Source data —
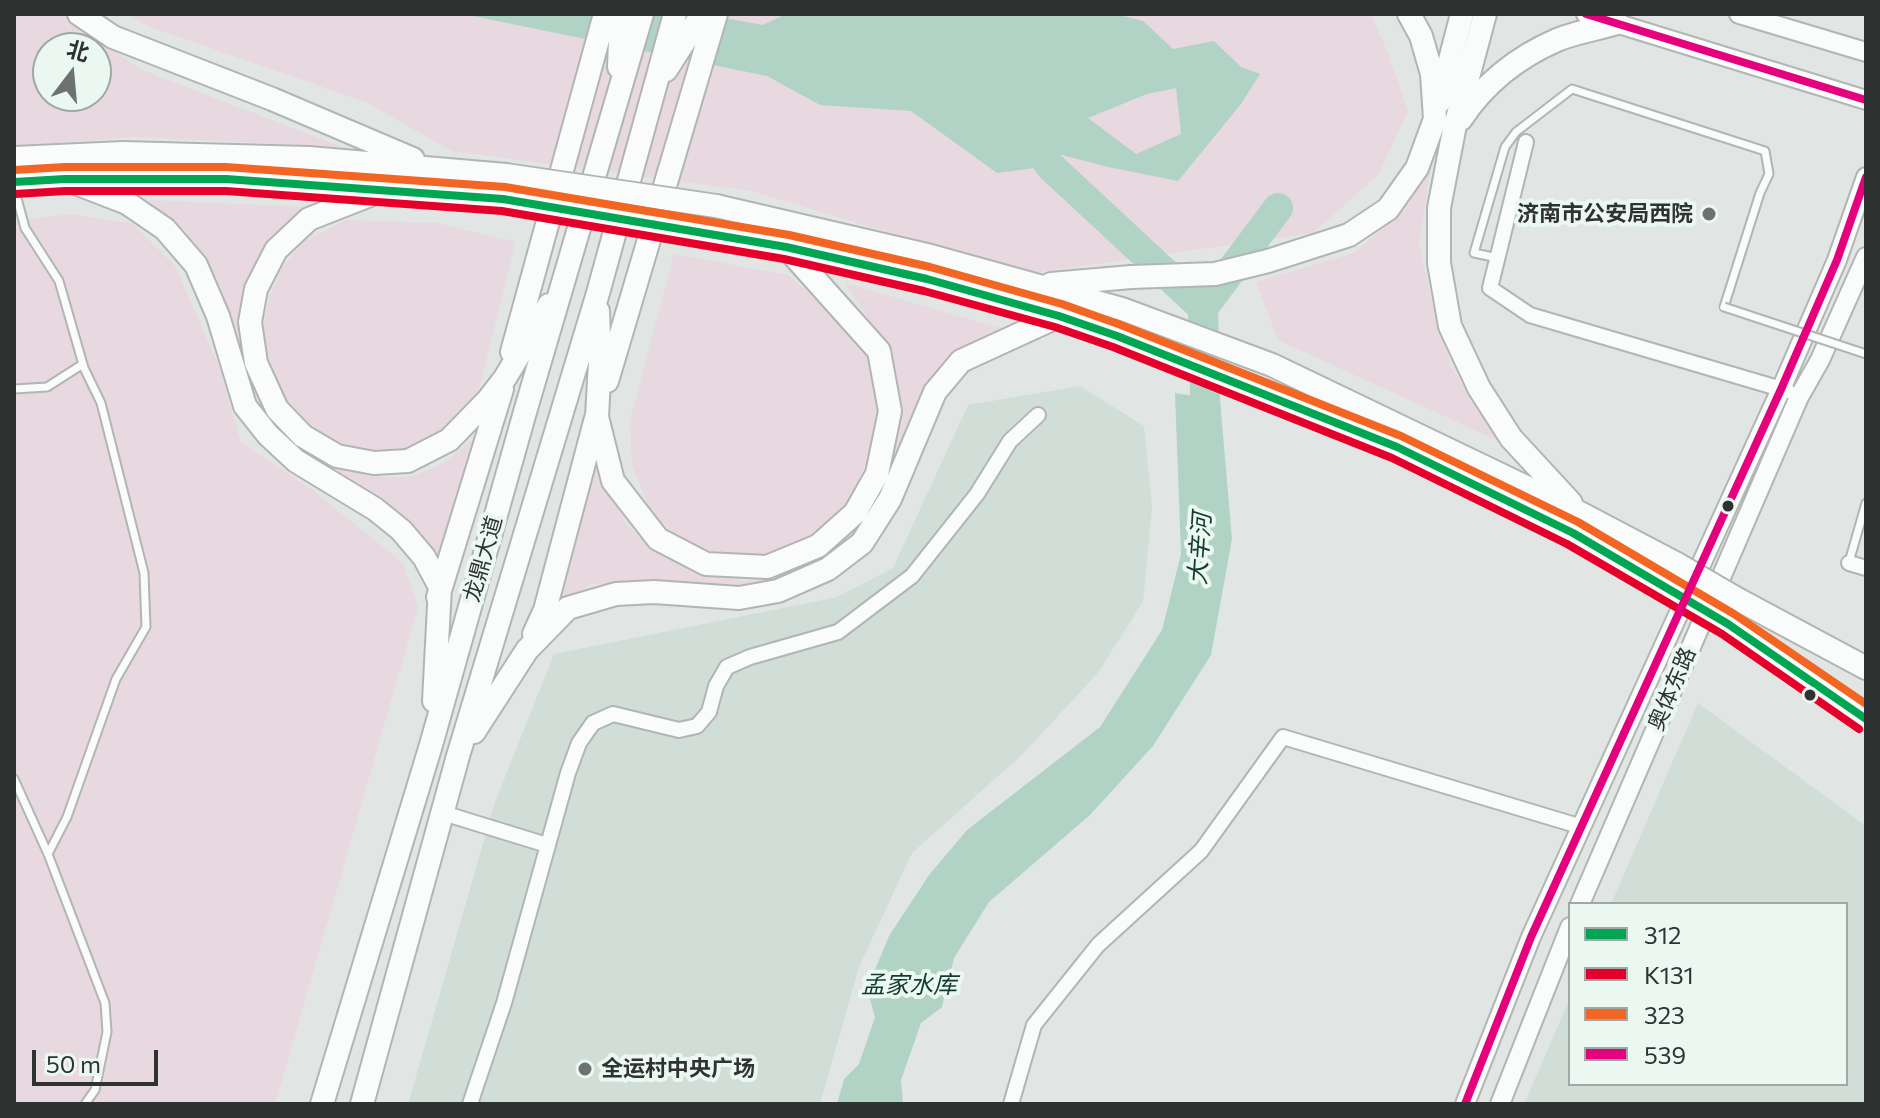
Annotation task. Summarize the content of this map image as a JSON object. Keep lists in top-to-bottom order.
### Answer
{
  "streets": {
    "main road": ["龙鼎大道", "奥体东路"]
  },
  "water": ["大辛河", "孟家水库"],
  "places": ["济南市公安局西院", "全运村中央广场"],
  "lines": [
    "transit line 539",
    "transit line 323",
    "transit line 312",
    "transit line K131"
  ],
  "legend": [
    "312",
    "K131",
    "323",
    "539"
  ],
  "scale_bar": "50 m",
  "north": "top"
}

* * *

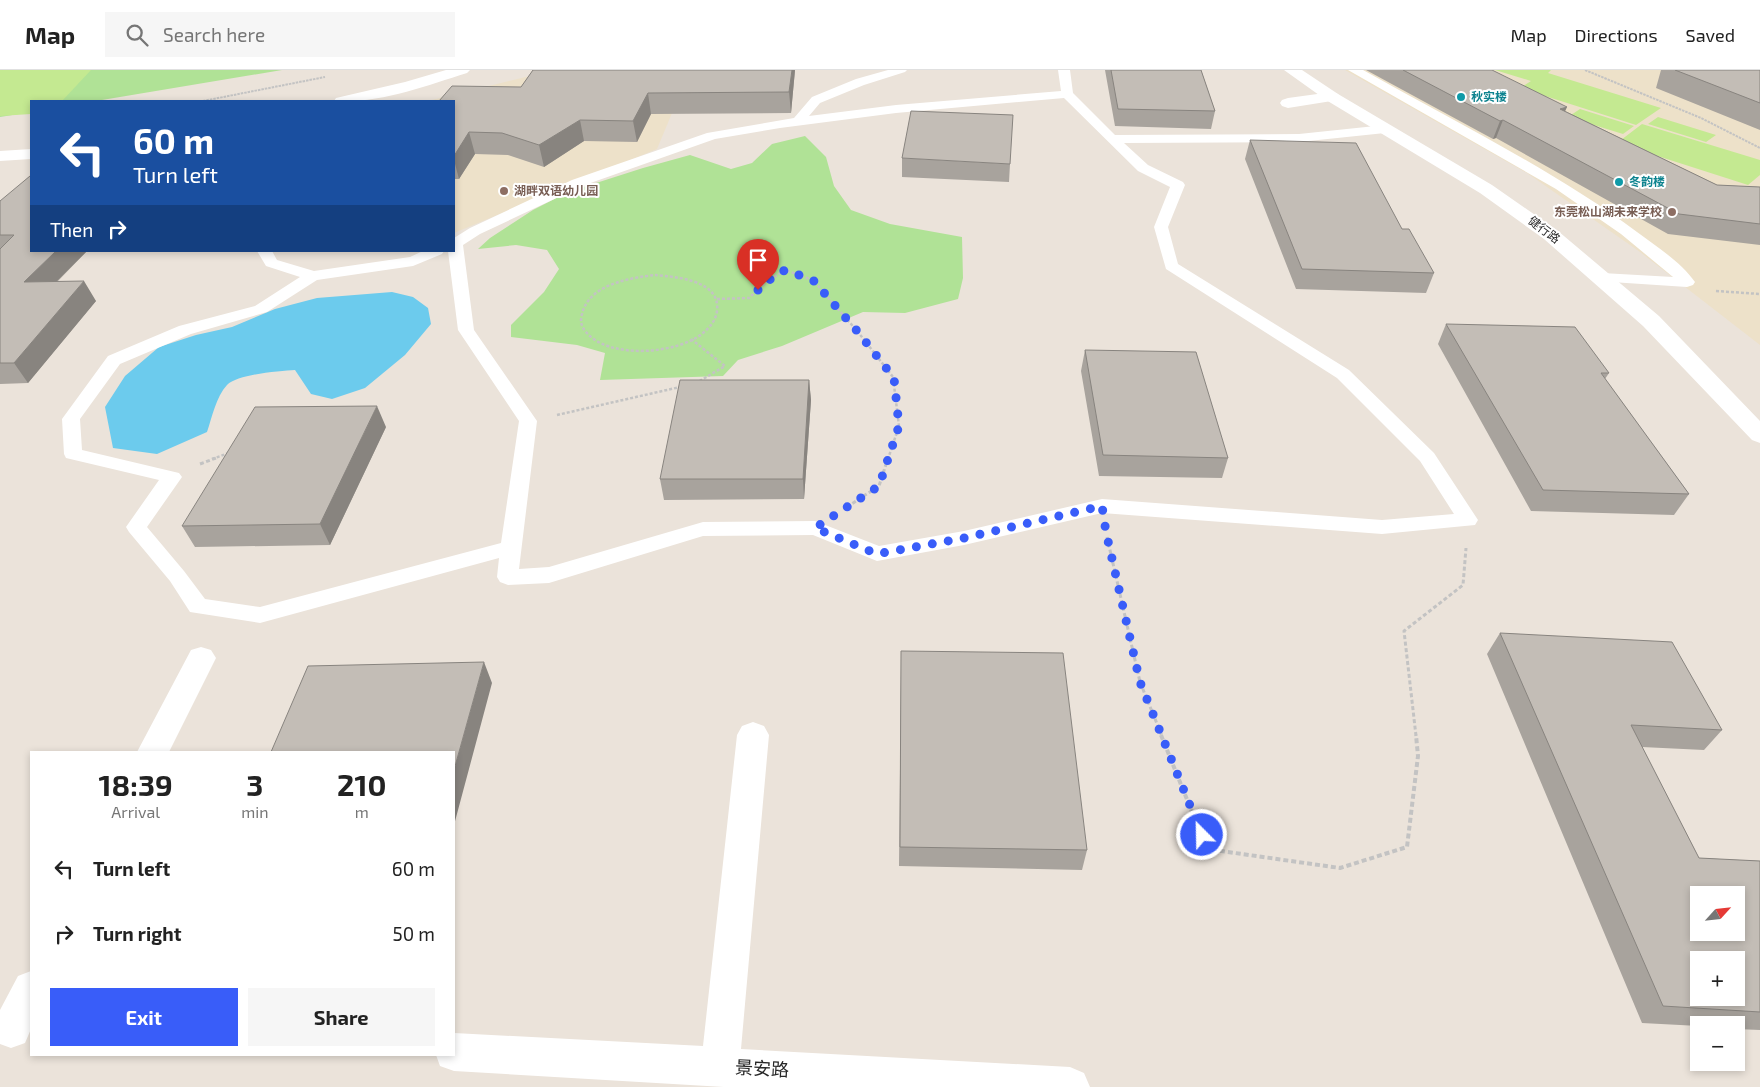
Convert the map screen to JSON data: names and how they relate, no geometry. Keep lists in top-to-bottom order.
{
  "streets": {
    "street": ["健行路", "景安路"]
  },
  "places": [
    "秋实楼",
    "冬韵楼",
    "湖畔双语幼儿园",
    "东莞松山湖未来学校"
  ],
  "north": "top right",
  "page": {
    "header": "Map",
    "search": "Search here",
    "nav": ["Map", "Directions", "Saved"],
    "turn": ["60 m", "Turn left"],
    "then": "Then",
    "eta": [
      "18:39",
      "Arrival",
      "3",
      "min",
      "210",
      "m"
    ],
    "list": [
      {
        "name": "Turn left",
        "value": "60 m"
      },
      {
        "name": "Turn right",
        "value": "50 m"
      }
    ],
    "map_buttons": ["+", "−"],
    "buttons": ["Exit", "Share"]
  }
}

...

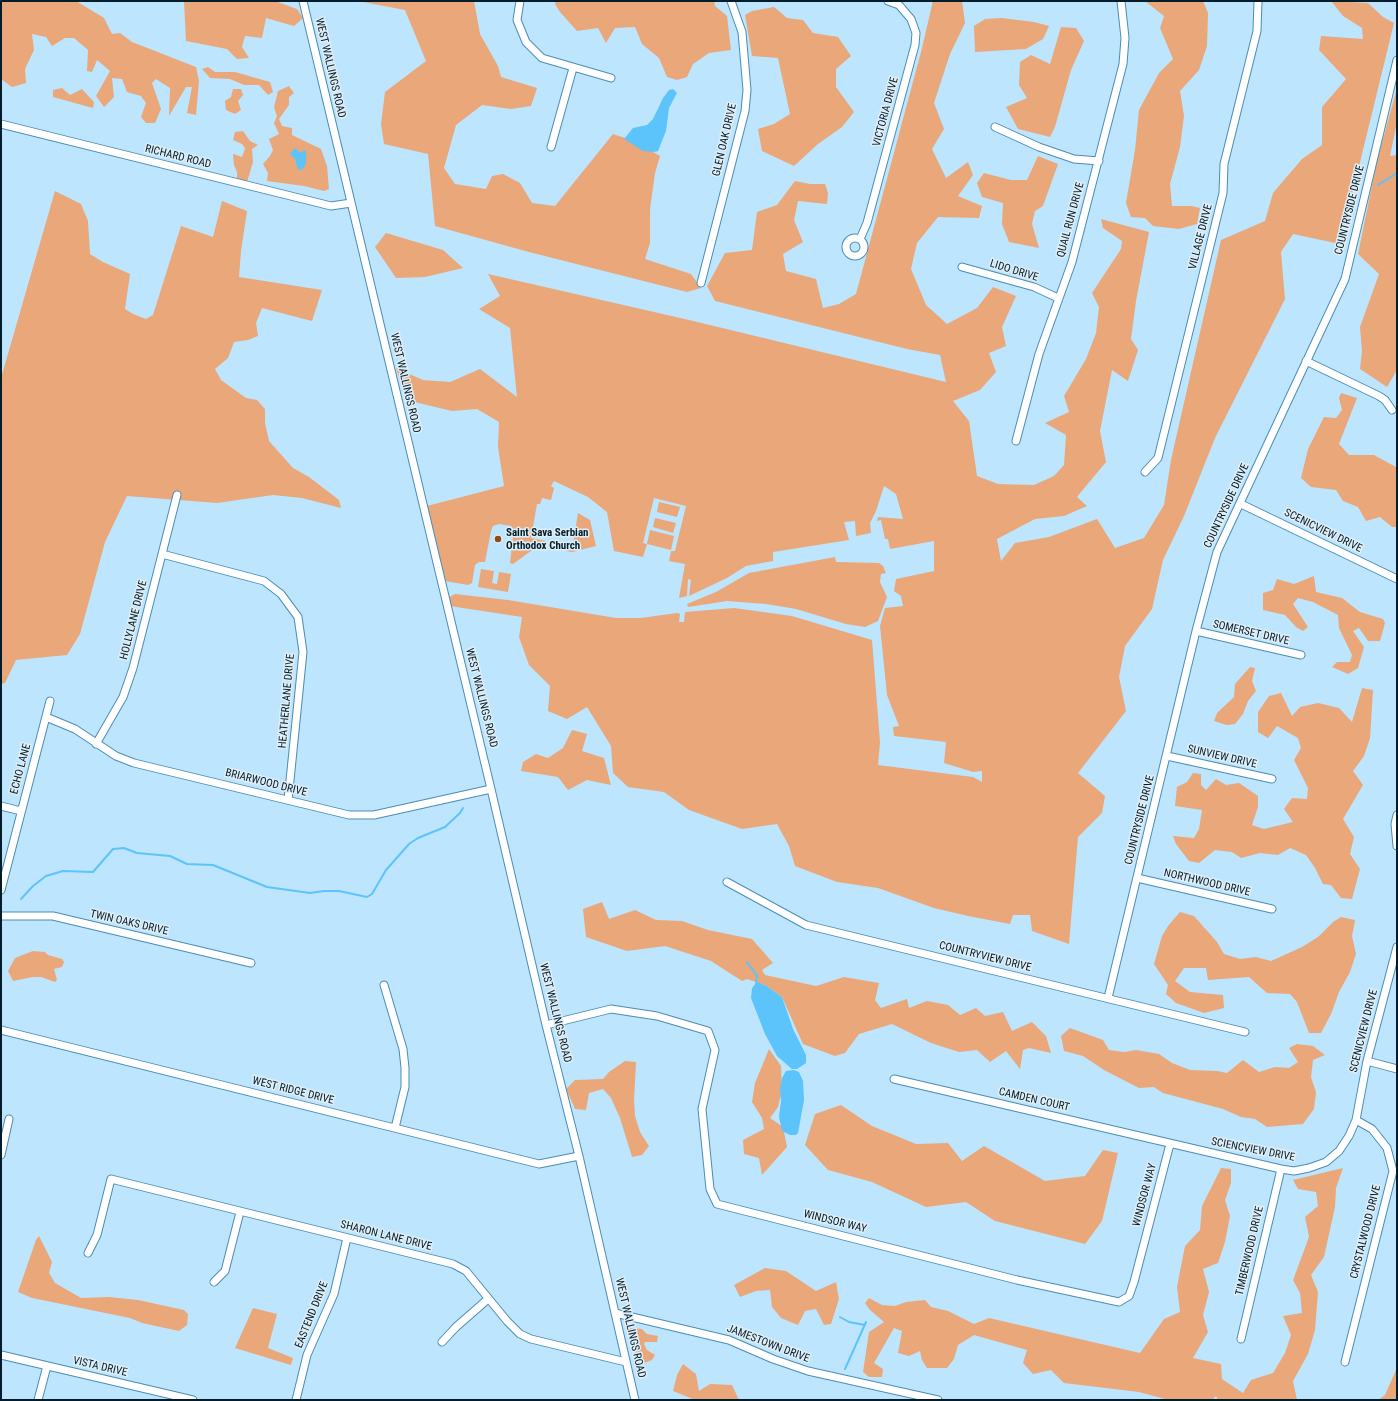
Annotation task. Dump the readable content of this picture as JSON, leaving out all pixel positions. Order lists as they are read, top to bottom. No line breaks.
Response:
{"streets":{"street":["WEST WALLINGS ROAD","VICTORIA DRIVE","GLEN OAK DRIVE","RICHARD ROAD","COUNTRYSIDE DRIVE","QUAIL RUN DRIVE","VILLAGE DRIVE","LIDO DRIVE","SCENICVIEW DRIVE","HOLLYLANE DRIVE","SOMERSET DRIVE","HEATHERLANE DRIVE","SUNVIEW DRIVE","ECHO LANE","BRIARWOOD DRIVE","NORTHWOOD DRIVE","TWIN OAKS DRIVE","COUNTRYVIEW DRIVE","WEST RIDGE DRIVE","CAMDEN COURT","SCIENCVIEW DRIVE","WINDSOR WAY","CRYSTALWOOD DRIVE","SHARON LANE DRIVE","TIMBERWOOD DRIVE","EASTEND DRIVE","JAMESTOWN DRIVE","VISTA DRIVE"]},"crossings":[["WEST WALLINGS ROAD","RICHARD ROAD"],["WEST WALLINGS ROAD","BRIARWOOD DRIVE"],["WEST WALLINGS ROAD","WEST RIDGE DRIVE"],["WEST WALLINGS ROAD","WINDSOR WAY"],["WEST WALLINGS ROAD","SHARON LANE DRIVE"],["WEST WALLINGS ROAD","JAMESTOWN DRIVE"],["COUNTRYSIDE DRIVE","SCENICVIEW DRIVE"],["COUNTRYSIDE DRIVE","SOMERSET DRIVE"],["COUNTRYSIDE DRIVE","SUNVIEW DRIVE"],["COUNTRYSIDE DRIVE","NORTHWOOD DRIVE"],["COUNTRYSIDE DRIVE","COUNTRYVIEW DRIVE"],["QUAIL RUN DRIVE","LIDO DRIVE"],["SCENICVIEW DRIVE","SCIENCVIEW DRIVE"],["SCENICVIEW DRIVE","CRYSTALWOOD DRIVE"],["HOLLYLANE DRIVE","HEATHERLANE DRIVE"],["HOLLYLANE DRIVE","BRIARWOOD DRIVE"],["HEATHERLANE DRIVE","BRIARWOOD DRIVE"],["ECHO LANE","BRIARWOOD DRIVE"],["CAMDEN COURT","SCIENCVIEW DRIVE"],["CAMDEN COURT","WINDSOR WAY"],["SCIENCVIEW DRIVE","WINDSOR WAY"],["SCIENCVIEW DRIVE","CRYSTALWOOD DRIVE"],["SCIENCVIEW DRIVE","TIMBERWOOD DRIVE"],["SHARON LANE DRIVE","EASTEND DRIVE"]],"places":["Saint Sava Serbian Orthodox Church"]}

What is expected —
Whenever a line above has the word "Annotation" in it, copy that line.

Problem solution —
Annotation task. Summarize the content of this map image as a JSON object. Keep lists in top-to-bottom order.
Annotation task. Dump the readable content of this picture as JSON, leaving out all pixel positions. Order lists as they are read, top to bottom. No line breaks.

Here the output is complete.